Dengan tatapan penuh selidik, Desty menatap anaknya. Dia sudah tidak bisa lagi menahan rasa penasarannya dari kemarin, meski suaminya sudah mencegahnya untuk ikut campur urusan rumah tangga anak mereka, tapi, sikap Sashi benar-benar aneh saat tengah membicarakan Arkan.

"Kak Arkan tidak mengatakan sesuatu?"

"Tidak. Mama benar-benar bingung. Kalian bertengkar? Kamu membangkang lagi?"

Sashi langsung terpaku sesaat, menatap mamanya dengan pikiran menimang. Mungkin, mamanya memang tidak perlu tahu. "Ya, Ma, Sashi membuat Kak Arkan marah."

"Astaga, anak ini! Mama pikir, kalian sudah baik-baik saja! Kamu masih bandel ternyata," cerocos Desty. Menggelengkan kepala dan menatap anaknya tak habis pikir. Sashi sering sekali membuat masalah. Membuat Desty merasa menyesal karena sempat memaksa anaknya melanjutkan pernikahan yang tak diinginkan. Tapi nasi sudah menjadi bubur, dia hanya berharap sikap dewasa menantunya, bisa memaafkan kesalahan Sashi.

"Ya sudahlah, Mama tidak akan ikut campur. Mama harap, kalian bisa menyelesaikannya sendiri. Kali ini, Mama tidak akan mengomelimu. Dokter bilang, kamu jangan terlalu stress, bisa bahaya dengan janinmu. Lebih baik, jangan pikirkan apa pun tentang masalah kalian."

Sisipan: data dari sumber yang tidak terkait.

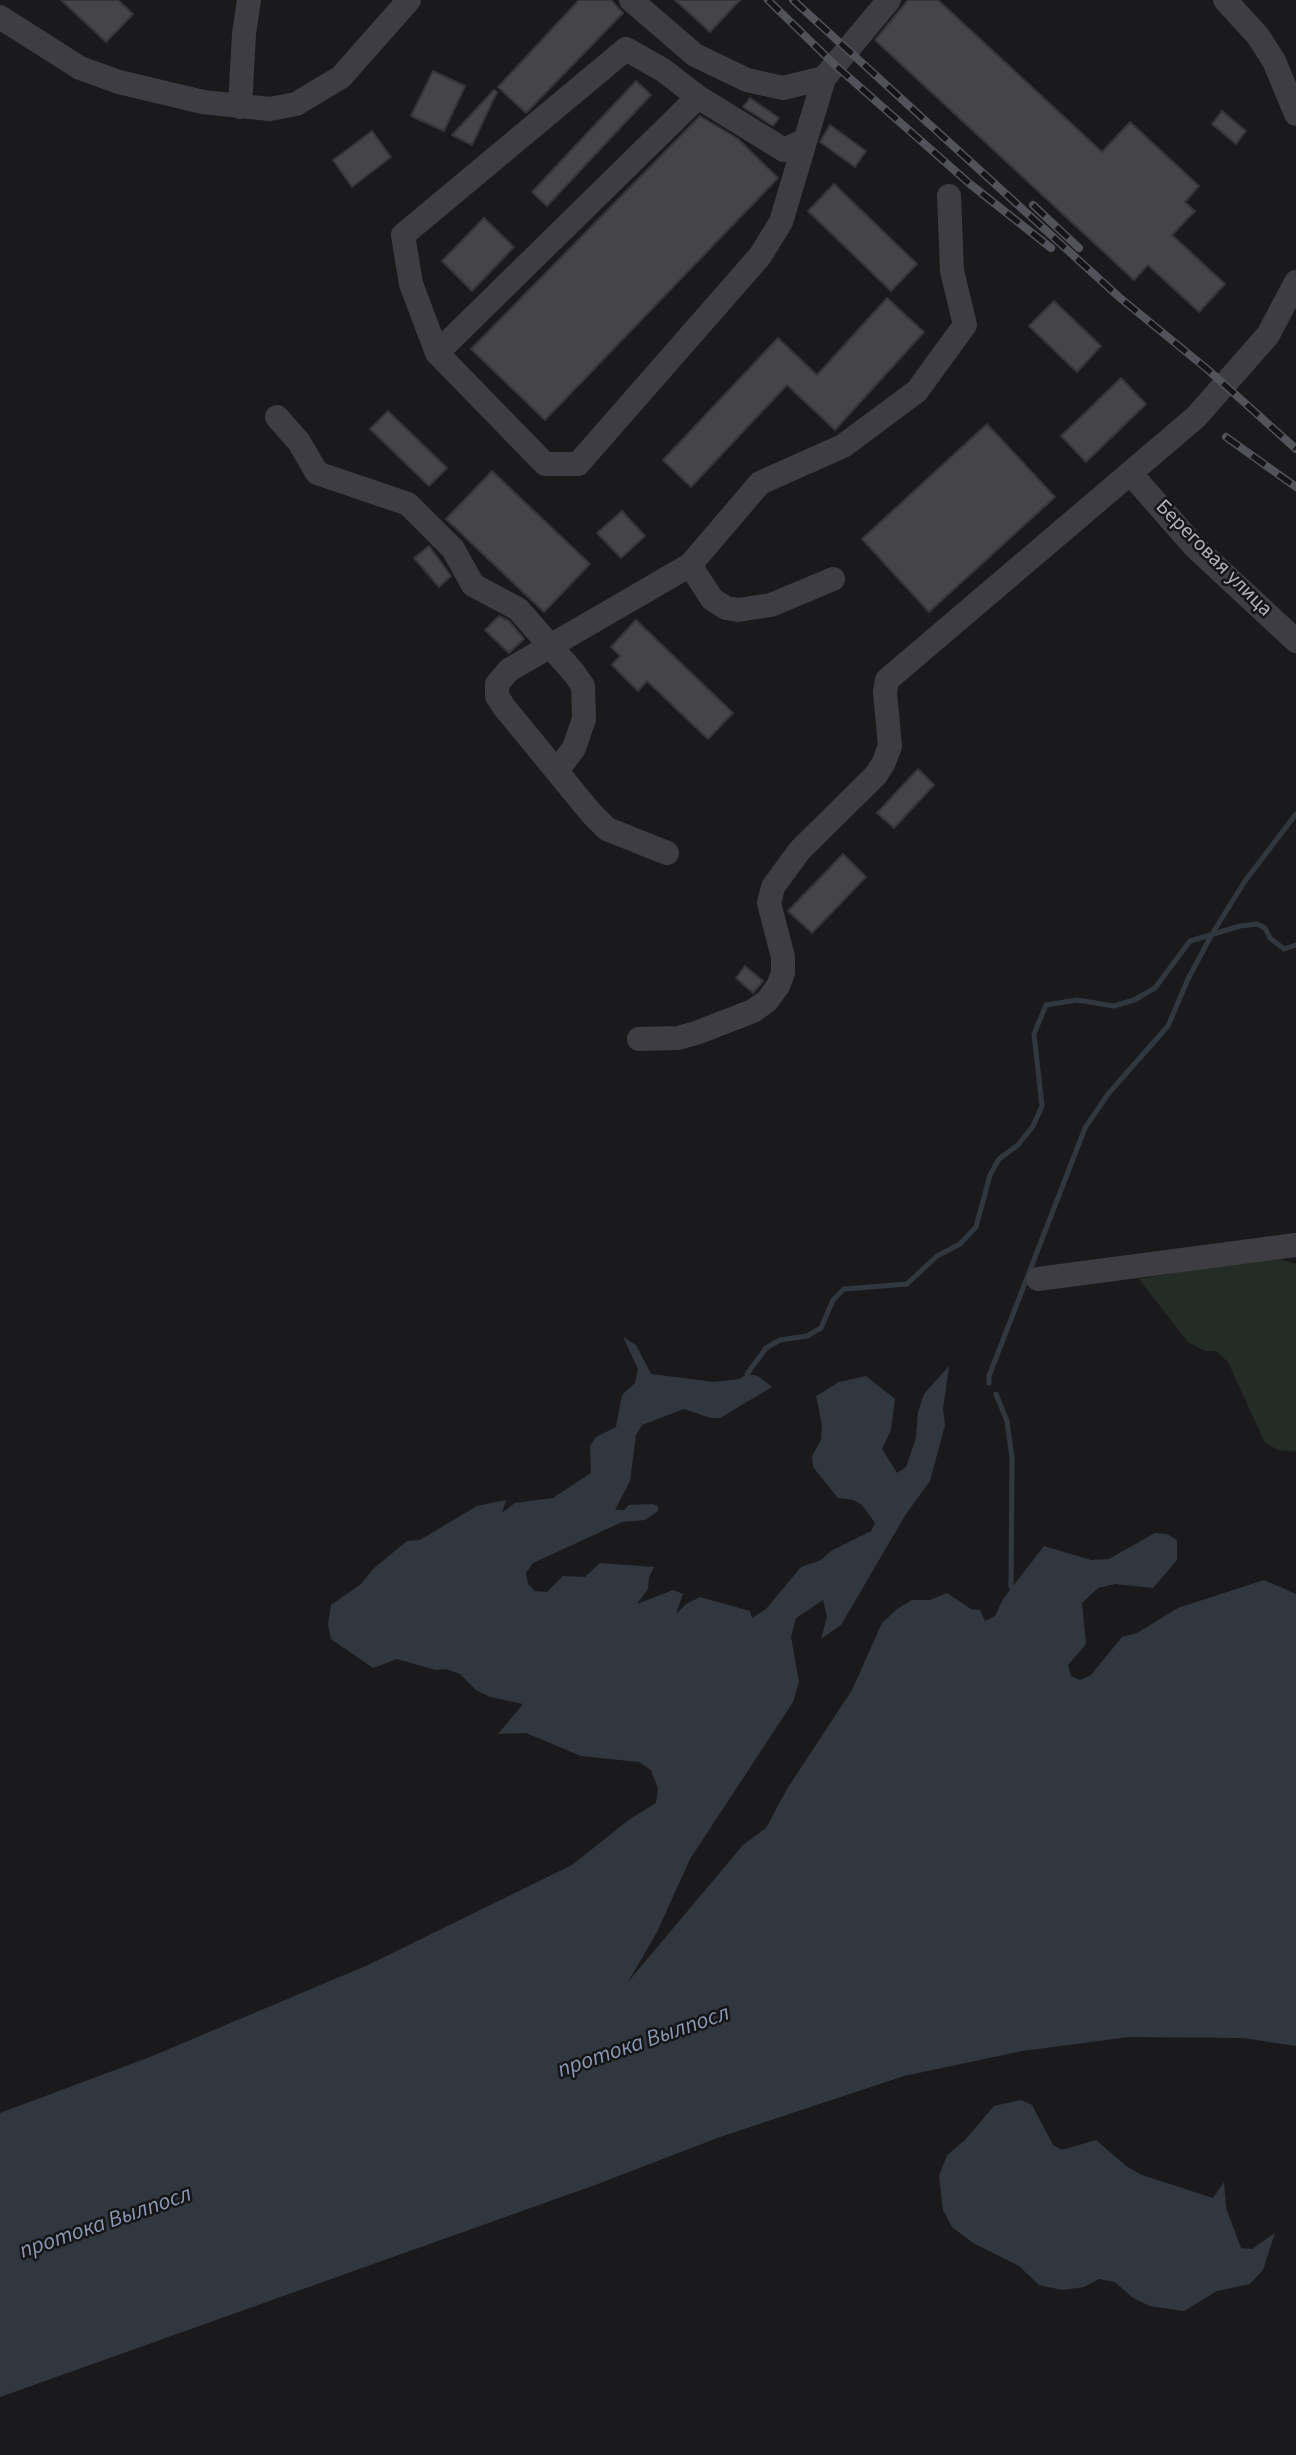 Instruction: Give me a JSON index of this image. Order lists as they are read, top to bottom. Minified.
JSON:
{"streets":{"street":["Береговая улица"]},"water":["протока Вылпосл"]} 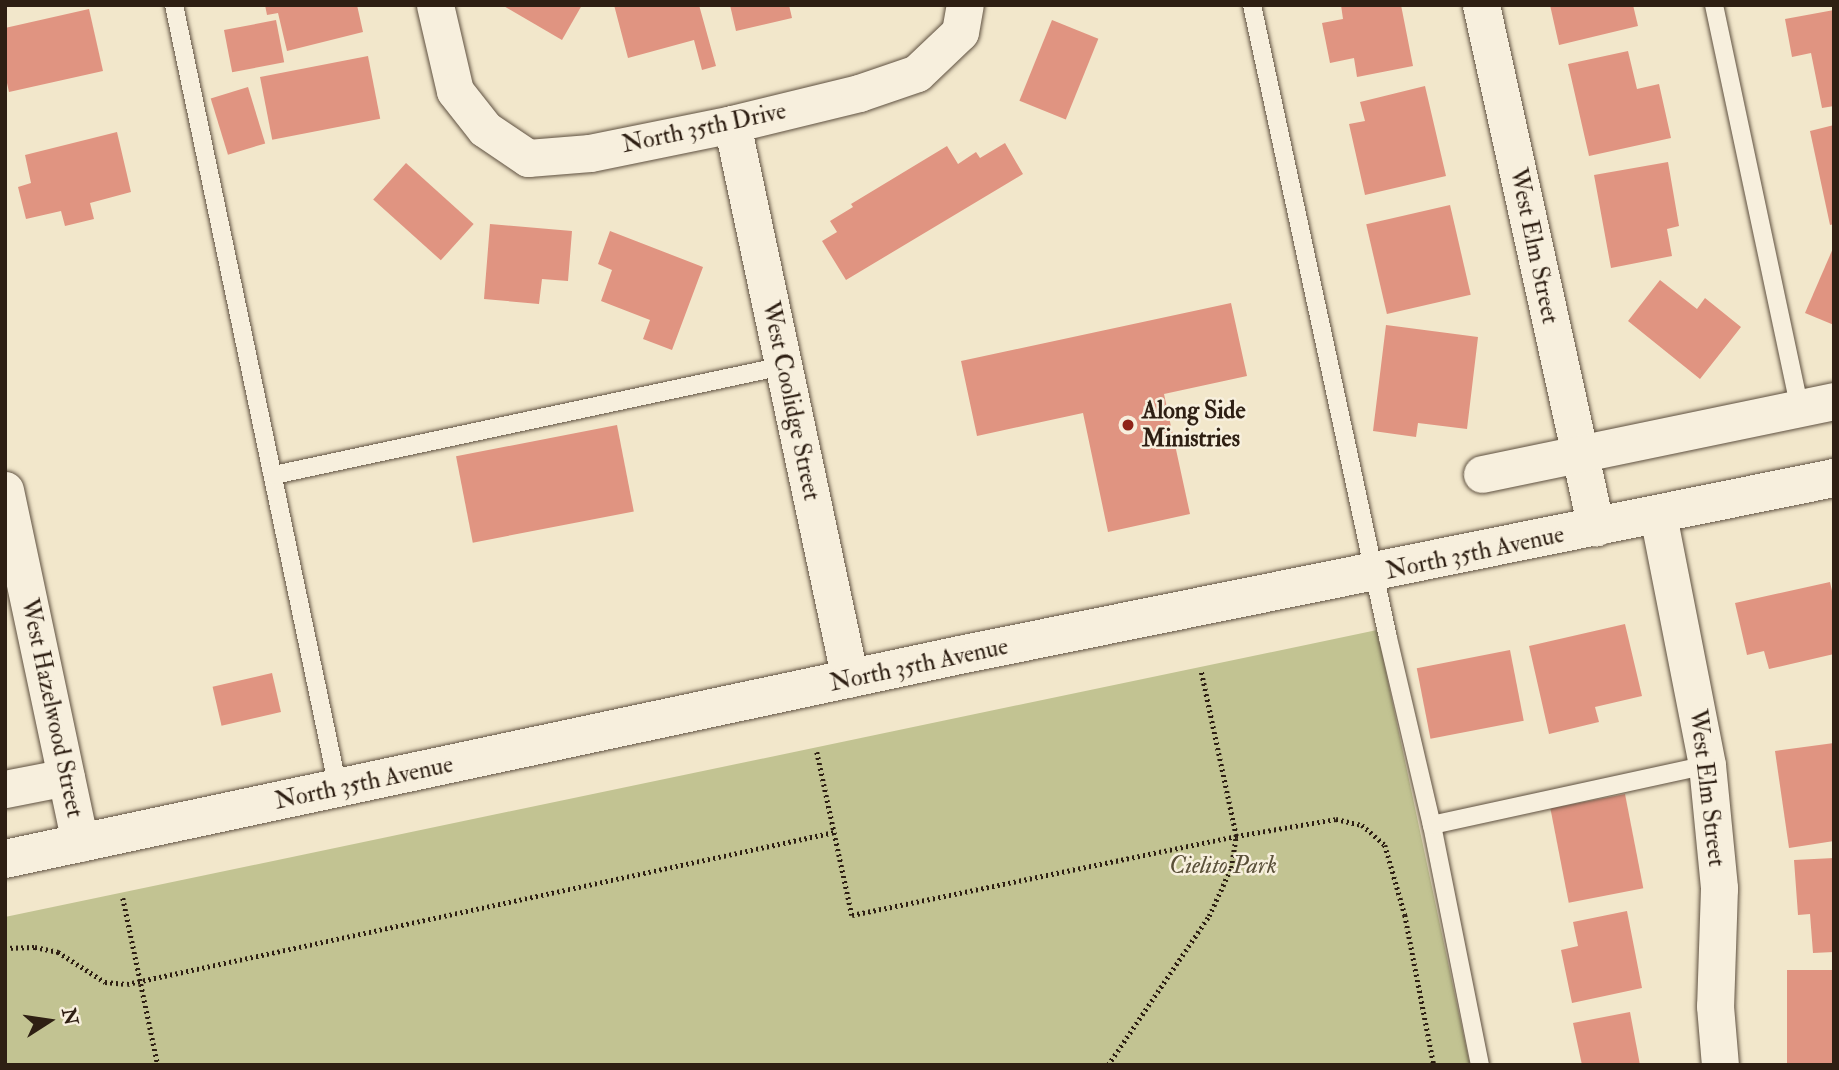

Sashi mengangguk dan tersenyum tipis. Dia setuju dengan perkataan mamanya. Mengabaikan anak demi perasaan sedih yang berlarut-larut, bukan hal yang tepat. Meski hatinya masih sakit dan berharap Arkan kembali. Berharap Arkan mau percaya dan mereka bisa bersama.

Terlintas sebuah pemikiran untuk dia mengumpulkan bukti tentang apa yang dilakukan Kiana. Namun, tidak ada yang bisa dia berikan. Panggilan telepon di ponsel Arkan pun, sudah Sashi hapus begitu juga dengan pesan-pesannya. Semua tak lebih, hanya karena dia takut kalau Arkan akan menerima dan luluh pada dengan wanita itu. Satu-satunya yang bisa dilakukan, adalah mendatangi kafe tempatnya bertemu Kiana.

"Ma, kapan kita pulang? Sashi tidak nyaman tinggal di sini."

"Mama tidak tahu, kamu masih harus di sini. Dokter mengatakan kalau kondisimu masih kurang baik. Sepertinya, masalah ini membuatmu sangat stress."

Sashi hanya terdiam membenarkan. Dia memang sedikit frustrasi saat menghadapi masalah dan ancaman ini, ditambah saat Arkan masih belum mengambil sikap. Percaya atau tidak padanya. "Tapi, Ma--"

"Jangan membantah, kamu tidak ingin anak-anakmu kenapa-napa, 'kan?"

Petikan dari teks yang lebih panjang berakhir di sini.